*Task requirements:* In the material below, some lines carry "function". Copy each such line.

*Source material:*

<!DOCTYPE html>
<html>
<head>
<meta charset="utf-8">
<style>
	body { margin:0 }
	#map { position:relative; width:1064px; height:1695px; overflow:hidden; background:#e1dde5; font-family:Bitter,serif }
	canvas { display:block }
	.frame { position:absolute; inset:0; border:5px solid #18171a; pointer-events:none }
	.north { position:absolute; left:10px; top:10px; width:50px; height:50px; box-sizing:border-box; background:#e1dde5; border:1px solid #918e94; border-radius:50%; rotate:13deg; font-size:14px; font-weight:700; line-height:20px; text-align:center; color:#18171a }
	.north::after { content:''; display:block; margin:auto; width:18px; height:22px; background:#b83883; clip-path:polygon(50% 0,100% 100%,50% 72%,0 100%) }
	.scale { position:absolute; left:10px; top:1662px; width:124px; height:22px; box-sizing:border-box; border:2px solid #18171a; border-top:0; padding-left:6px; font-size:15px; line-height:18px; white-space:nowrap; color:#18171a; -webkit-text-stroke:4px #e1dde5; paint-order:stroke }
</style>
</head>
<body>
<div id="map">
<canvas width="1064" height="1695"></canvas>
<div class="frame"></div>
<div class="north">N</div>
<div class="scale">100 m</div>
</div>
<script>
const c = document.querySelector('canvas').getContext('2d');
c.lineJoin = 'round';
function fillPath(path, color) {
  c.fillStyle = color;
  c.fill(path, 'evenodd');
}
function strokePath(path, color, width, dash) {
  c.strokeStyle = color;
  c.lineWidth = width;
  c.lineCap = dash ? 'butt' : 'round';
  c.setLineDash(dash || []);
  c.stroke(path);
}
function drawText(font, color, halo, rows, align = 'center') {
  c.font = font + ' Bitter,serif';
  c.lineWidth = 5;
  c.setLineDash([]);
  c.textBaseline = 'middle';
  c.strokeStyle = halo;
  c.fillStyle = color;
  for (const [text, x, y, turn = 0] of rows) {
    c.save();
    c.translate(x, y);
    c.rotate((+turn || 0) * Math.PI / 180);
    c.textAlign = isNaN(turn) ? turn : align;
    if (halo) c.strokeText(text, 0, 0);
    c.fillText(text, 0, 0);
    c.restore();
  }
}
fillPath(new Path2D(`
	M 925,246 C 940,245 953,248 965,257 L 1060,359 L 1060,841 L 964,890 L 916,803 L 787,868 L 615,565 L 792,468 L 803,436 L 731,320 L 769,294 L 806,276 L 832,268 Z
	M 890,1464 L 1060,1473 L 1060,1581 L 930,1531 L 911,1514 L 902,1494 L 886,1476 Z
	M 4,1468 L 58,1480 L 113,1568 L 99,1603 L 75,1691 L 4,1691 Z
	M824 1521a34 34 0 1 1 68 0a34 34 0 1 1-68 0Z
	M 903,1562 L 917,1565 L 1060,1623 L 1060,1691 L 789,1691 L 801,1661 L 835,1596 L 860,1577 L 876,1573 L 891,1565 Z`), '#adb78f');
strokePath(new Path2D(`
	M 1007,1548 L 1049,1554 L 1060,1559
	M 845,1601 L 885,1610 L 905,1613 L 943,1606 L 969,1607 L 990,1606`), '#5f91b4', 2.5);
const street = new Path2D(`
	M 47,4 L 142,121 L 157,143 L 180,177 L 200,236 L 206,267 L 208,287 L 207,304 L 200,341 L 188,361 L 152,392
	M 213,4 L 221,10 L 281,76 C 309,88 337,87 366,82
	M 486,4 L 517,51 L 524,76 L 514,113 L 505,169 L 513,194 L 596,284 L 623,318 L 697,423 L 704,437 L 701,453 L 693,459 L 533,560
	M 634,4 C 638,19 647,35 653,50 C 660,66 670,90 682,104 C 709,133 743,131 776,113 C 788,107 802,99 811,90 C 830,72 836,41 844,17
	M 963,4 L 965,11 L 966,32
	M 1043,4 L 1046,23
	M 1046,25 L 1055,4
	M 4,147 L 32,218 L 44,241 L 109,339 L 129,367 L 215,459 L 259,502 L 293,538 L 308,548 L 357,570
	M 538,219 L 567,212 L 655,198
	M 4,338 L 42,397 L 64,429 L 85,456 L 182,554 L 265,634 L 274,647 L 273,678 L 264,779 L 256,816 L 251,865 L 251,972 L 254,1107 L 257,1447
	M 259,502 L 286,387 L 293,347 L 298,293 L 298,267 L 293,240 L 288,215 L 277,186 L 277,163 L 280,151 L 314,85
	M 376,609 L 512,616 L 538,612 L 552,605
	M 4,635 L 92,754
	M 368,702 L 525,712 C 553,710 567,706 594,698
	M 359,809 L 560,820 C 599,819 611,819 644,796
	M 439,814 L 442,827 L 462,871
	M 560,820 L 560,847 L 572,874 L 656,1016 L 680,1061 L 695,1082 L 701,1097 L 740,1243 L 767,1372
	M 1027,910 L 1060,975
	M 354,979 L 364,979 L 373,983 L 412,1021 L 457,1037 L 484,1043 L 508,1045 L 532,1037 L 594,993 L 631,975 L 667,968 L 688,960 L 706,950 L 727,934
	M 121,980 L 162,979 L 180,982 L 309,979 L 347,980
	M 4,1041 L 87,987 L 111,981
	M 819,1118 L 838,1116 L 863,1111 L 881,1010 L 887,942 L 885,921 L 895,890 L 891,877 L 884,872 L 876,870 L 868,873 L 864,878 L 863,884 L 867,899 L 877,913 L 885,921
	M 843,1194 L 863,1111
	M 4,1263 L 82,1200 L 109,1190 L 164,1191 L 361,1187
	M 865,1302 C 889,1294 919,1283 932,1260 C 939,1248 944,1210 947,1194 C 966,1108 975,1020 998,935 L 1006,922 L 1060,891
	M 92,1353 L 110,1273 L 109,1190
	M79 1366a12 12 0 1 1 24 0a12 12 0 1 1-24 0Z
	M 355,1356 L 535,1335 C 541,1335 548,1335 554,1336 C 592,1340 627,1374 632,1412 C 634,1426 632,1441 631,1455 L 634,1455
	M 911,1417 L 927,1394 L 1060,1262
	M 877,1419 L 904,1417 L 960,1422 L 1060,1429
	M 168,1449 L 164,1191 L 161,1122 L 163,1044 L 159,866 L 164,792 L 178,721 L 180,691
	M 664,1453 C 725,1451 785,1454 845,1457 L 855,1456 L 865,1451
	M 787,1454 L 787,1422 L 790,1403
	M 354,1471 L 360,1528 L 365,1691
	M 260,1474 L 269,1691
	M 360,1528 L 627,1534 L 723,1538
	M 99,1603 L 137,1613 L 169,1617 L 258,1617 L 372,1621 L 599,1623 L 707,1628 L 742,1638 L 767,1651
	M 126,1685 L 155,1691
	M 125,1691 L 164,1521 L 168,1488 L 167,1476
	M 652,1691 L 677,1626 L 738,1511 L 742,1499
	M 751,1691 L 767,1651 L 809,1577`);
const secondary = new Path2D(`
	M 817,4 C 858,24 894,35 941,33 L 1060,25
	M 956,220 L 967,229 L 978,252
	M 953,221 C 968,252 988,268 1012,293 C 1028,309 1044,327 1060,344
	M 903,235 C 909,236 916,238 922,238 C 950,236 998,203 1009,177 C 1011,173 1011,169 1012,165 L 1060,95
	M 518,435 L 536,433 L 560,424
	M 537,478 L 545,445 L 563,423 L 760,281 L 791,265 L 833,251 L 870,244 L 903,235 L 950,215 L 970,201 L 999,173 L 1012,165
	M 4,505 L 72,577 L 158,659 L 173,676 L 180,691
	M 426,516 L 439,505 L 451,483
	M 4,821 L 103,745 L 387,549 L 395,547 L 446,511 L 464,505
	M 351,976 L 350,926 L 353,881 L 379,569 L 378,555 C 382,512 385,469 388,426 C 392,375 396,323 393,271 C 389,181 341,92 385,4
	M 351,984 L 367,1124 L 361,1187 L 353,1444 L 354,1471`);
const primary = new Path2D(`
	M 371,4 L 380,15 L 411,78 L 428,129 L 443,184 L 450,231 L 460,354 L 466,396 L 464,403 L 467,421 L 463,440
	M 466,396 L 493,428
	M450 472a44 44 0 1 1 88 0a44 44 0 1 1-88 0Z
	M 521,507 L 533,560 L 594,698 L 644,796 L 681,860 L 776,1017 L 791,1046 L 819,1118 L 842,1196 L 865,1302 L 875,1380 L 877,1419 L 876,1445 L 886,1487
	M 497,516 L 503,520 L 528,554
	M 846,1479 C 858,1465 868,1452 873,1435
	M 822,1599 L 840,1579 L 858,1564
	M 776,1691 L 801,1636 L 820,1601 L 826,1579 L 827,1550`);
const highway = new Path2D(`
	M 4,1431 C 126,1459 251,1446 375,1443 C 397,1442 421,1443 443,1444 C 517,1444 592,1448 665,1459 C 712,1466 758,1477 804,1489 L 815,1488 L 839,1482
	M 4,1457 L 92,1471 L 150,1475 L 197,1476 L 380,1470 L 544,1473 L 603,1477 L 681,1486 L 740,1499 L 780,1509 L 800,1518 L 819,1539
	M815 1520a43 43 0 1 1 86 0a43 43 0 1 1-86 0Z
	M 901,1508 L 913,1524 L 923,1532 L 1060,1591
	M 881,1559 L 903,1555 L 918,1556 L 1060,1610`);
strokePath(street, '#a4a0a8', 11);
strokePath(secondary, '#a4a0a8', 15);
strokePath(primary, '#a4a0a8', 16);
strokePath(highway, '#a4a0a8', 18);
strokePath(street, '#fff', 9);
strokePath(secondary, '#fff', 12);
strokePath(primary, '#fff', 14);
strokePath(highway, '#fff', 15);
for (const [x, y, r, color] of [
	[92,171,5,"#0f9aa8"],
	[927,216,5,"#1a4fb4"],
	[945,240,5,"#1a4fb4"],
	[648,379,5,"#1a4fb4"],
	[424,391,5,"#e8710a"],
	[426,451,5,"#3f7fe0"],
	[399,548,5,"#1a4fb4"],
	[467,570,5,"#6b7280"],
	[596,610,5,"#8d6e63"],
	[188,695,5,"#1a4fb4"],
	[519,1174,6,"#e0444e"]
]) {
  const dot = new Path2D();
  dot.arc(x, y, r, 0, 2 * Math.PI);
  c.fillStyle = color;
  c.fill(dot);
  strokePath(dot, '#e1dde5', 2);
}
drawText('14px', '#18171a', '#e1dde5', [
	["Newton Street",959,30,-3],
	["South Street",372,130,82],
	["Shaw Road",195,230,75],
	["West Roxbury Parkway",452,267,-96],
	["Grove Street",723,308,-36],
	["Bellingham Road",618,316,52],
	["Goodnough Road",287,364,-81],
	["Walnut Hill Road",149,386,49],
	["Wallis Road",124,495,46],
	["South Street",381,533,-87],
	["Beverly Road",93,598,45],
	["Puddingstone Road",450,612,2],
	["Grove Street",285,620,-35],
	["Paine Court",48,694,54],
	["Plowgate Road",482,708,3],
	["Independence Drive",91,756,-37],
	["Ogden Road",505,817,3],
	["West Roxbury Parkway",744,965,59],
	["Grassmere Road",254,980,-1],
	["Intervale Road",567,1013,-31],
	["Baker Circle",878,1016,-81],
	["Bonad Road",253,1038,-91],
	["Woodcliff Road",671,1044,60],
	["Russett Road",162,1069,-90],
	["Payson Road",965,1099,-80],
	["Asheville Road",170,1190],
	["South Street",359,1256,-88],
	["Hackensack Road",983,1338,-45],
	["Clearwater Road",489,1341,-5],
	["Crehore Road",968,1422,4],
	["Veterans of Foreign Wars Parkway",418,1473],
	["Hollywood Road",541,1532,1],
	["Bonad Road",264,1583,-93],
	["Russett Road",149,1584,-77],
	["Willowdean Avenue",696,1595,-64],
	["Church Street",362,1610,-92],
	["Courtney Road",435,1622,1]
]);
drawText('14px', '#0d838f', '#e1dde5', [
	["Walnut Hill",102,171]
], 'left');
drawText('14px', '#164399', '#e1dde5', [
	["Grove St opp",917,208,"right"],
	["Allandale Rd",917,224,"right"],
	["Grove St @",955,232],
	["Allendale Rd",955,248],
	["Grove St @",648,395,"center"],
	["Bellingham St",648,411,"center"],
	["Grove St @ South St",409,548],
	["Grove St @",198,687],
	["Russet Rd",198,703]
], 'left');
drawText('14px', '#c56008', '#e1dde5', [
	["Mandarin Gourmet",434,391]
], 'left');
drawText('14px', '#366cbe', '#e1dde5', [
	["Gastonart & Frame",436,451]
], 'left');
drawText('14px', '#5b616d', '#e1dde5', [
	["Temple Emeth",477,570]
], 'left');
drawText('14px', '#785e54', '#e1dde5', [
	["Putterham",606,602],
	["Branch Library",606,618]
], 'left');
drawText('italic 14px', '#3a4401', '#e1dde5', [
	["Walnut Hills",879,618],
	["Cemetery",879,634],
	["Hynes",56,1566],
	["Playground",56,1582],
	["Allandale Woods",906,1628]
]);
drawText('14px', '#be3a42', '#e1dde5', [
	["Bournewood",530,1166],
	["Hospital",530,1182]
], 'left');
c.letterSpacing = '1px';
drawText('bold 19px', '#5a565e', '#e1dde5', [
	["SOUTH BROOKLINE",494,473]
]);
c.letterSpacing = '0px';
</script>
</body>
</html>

*Finished task:*
function fillPath(path, color) {
function strokePath(path, color, width, dash) {
function drawText(font, color, halo, rows, align = 'center') {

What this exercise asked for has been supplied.